Refleksi : Mengapa tidak ada orang terkemuka atau petinggi dari NKRI di kapal 
Mavi Marmara? Ataukah  sudah cukup dengan pidato berapi-api menghangat umat  
yang pada dasarnya supaya diangkat kedudukan tinggi dan rejeki nomplok?


http://www.antaranews.com/berita/1275363653/siapa-sajakah-penumpang-mavi-marmara

Siapa Sajakah Penumpang Mavi Marmara?
Selasa, 1 Juni 2010 10:40 WIB | Artikel | Pumpunan | 

Mavi Marmara (mer-c.org)

Jakarta (ANTARA News) - Kampanye kemanusiaan terbesar menembus blokade Israel 
ke Palestina di Gaza, "Flotilla Perdamaian Gaza", dilancarkan sekitar 600 
aktivis pro Palestina seluruh dunia, yang 27 diantaranya adalah orang-orang 
terkemuka dari Inggris.

Beberapa diantaranya adalah nama terkenal di dunia. Mereka itu sastrawan, 
sutradara film, politisi, dan wartawan dari Eropa, Timur Tengah, Amerika 
Serikat dan Kanada. 

Di antara yang paling beken adalah Henning Mankell, pengarang serial novel 
kriminal laris, Wallander.

Mankell berencana berbicara pada Festival Hay, Sabtu malam lalu, dan akan 
disiarkan langsung, tetapi tidak jadi karena koneksi satelit tiba-tiba hilang.
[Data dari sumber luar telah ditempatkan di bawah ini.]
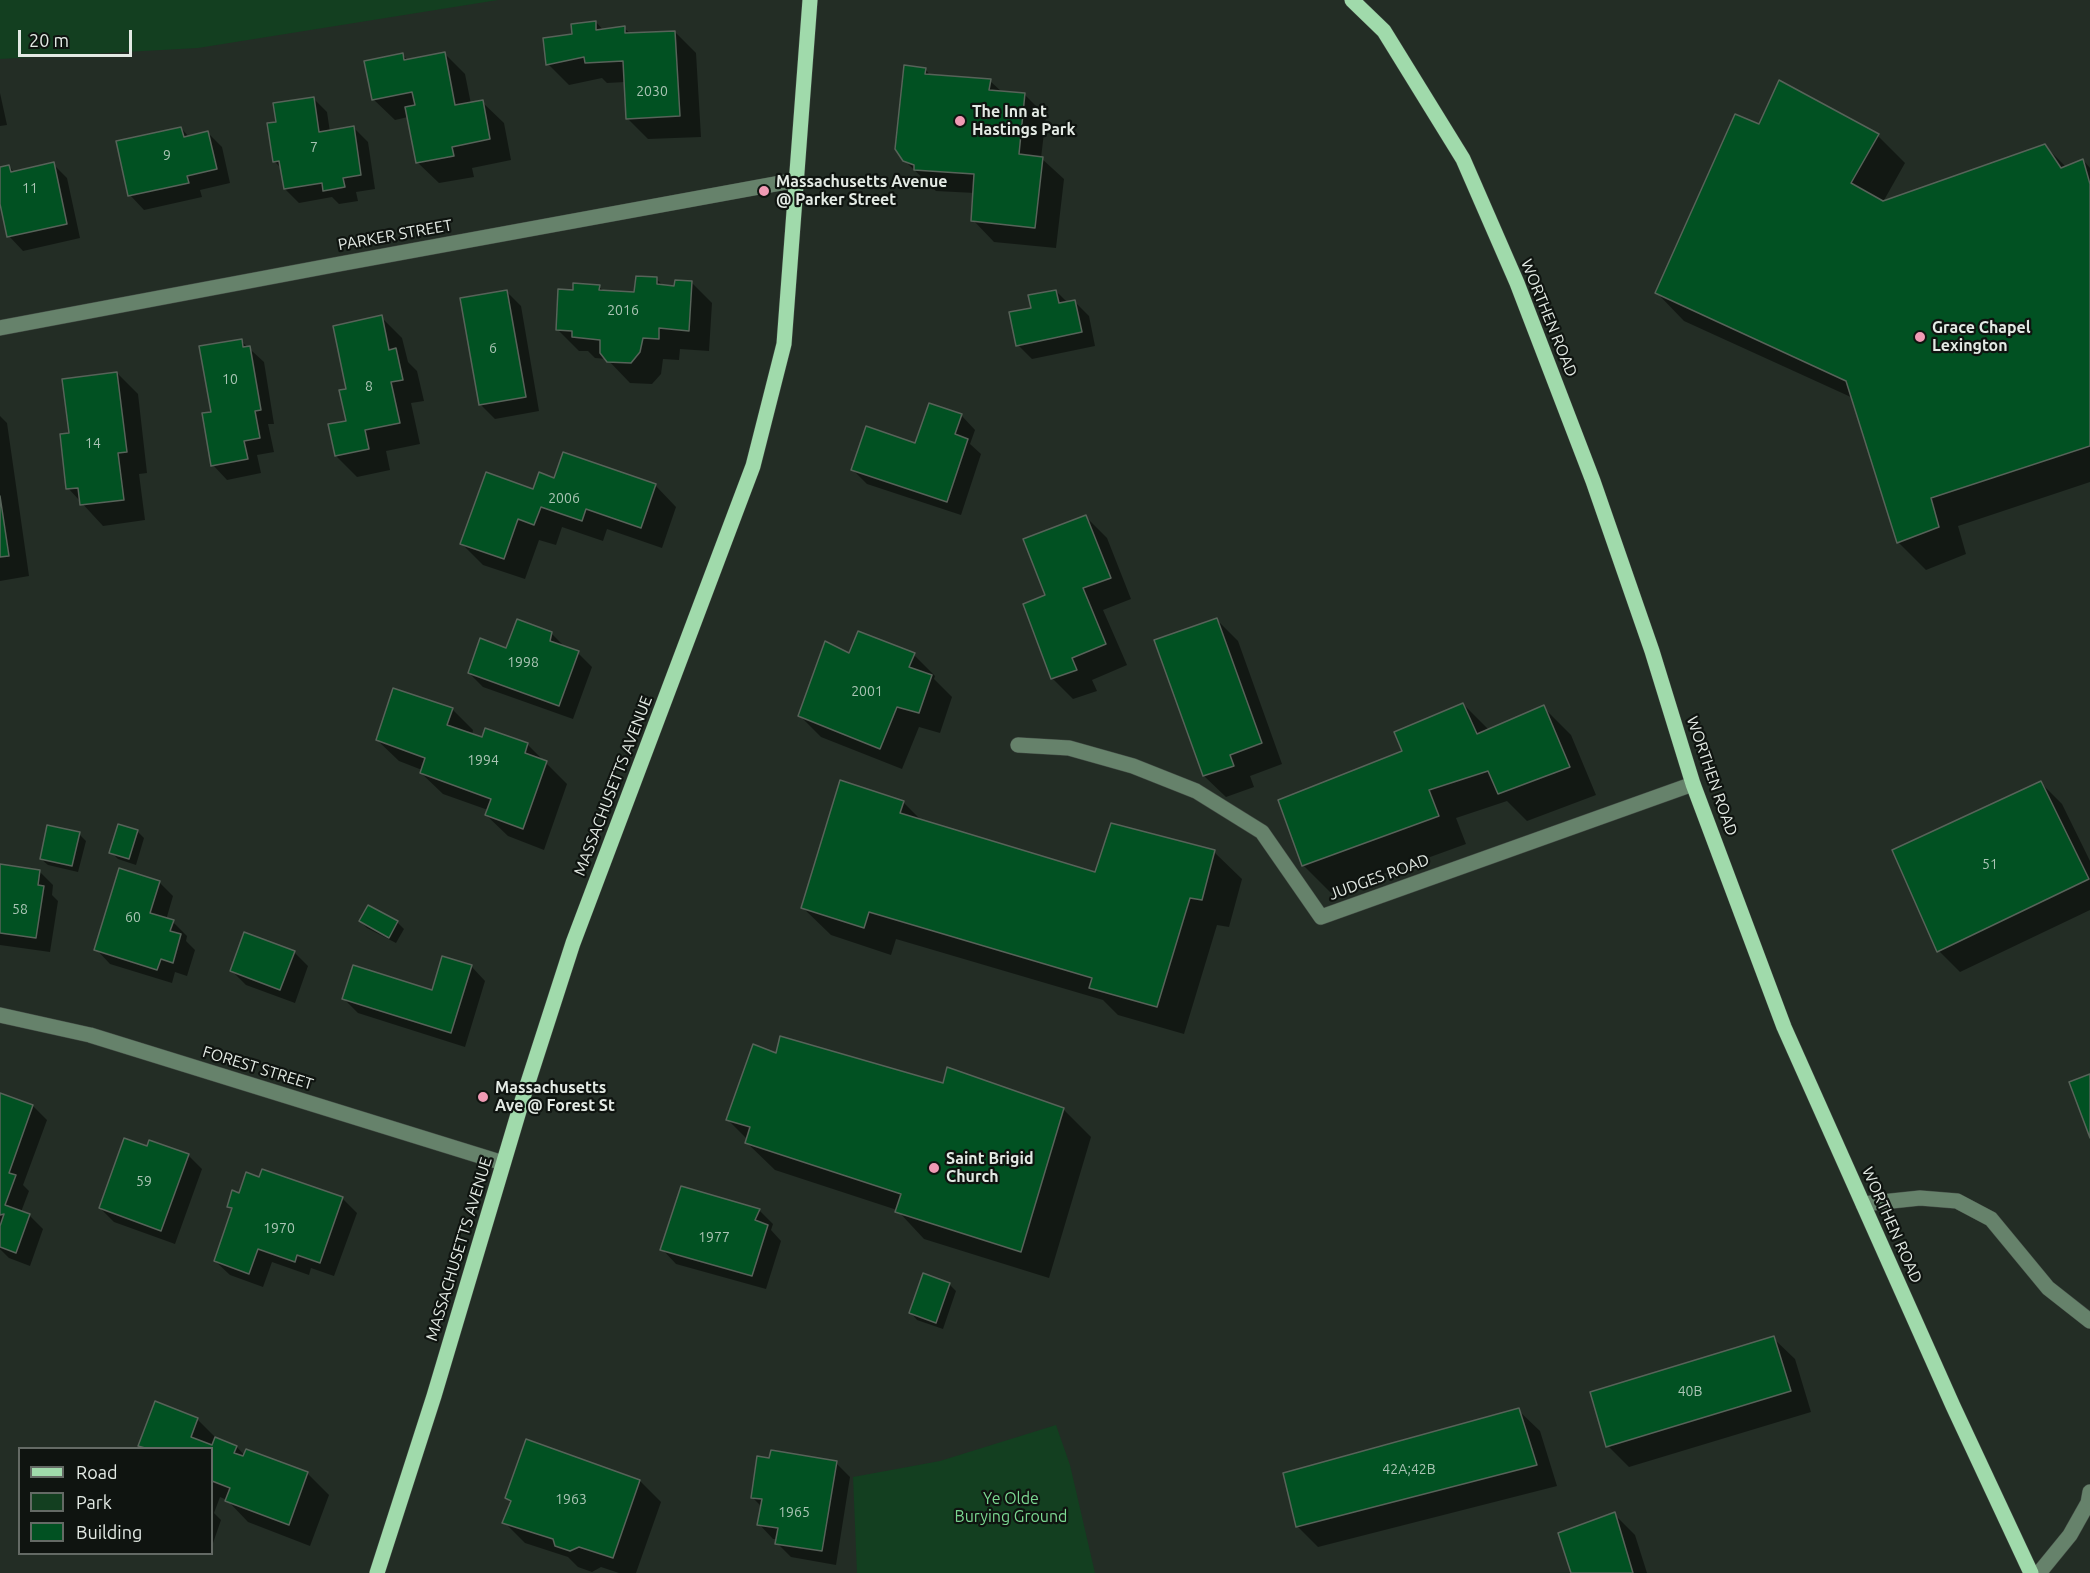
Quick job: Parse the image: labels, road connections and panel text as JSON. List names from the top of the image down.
{
  "streets": {
    "main road": ["WORTHEN ROAD", "MASSACHUSETTS AVENUE"],
    "street": ["PARKER STREET", "JUDGES ROAD", "FOREST STREET"]
  },
  "crossings": [
    ["PARKER STREET", "MASSACHUSETTS AVENUE"],
    ["WORTHEN ROAD", "JUDGES ROAD"],
    ["MASSACHUSETTS AVENUE", "FOREST STREET"]
  ],
  "parks": ["Ye Olde Burying Ground"],
  "places": [
    "The Inn at Hastings Park",
    "Massachusetts Avenue @ Parker Street",
    "Grace Chapel Lexington",
    "Massachusetts Ave @ Forest St",
    "Saint Brigid Church"
  ],
  "house_numbers": [
    "2030",
    "7",
    "9",
    "11",
    "2016",
    "6",
    "10",
    "8",
    "14",
    "2006",
    "1998",
    "2001",
    "1994",
    "51",
    "58",
    "60",
    "59",
    "1970",
    "1977",
    "40B",
    "42A;42B",
    "1963",
    "1965"
  ],
  "legend": ["Road", "Park", "Building"],
  "scale_bar": "20 m"
}
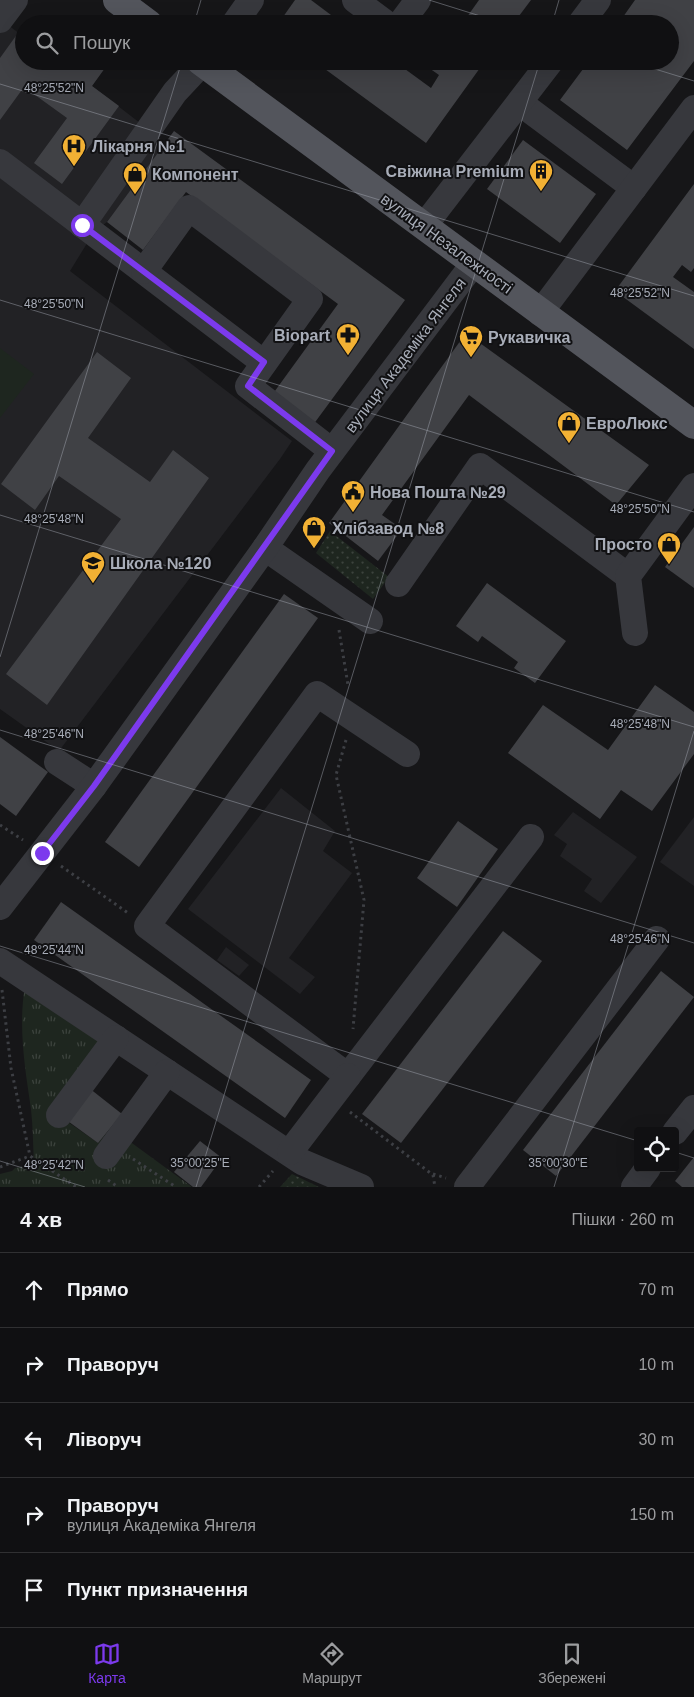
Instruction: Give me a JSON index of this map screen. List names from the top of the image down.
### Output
{
  "streets": {
    "main road": ["вулиця Незалежності"],
    "street": ["вулиця Академіка Янгеля"]
  },
  "crossings": [
    ["вулиця Незалежності", "вулиця Академіка Янгеля"]
  ],
  "places": {
    "hospital": ["Лікарня №1"],
    "building": ["Свіжина Premium"],
    "shop": [
      "Компонент",
      "ЕвроЛюкс",
      "Хлібзавод №8",
      "Просто"
    ],
    "pharmacy": ["Biopart"],
    "supermarket": ["Рукавичка"],
    "public building": ["Нова Пошта №29"],
    "school or university": ["Школа №120"]
  },
  "page": {
    "search": "Пошук",
    "heading": ["4 хв", "Пішки · 260 m"],
    "list": [
      ["Прямо", "70 m"],
      ["Праворуч", "10 m"],
      ["Ліворуч", "30 m"],
      ["Праворуч", "вулиця Академіка Янгеля", "150 m"],
      "Пункт призначення"
    ],
    "nav": ["Карта", "Маршрут", "Збережені"]
  },
  "coordinates": [
    "48°25'52\"N",
    "48°25'50\"N",
    "48°25'48\"N",
    "48°25'46\"N",
    "48°25'44\"N",
    "35°00'25\"E",
    "35°00'30\"E",
    "48°25'42\"N"
  ]
}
Orang terkenal lainnya yang turut dalam flotilla itu adalah Huwaida Arraf, 
warga AS beribu Palestina dan berbapak Arab Israel.

Arraf adalah pendiri International Solidarity Movement pada 2001, yang 
mengampanyekan penentangan terhadap aksi Israel di Tepi Barat dan Gaza. Dia ada 
di kapal flotilla perdamaian lainnya, "Challenger."

Orang kesohor lainnya yang serta dalam kampanye perdamaian itu adalah peraih 
Hadiah Nobel Perdamaian bidang sastra Maired Corrigan-Maguire. 

Maired adalah pendiri LSM Peace People di Irlandia Utara dan veteran dari 
kampanye-kampanye flotilla ke Gaza sebelumnya. 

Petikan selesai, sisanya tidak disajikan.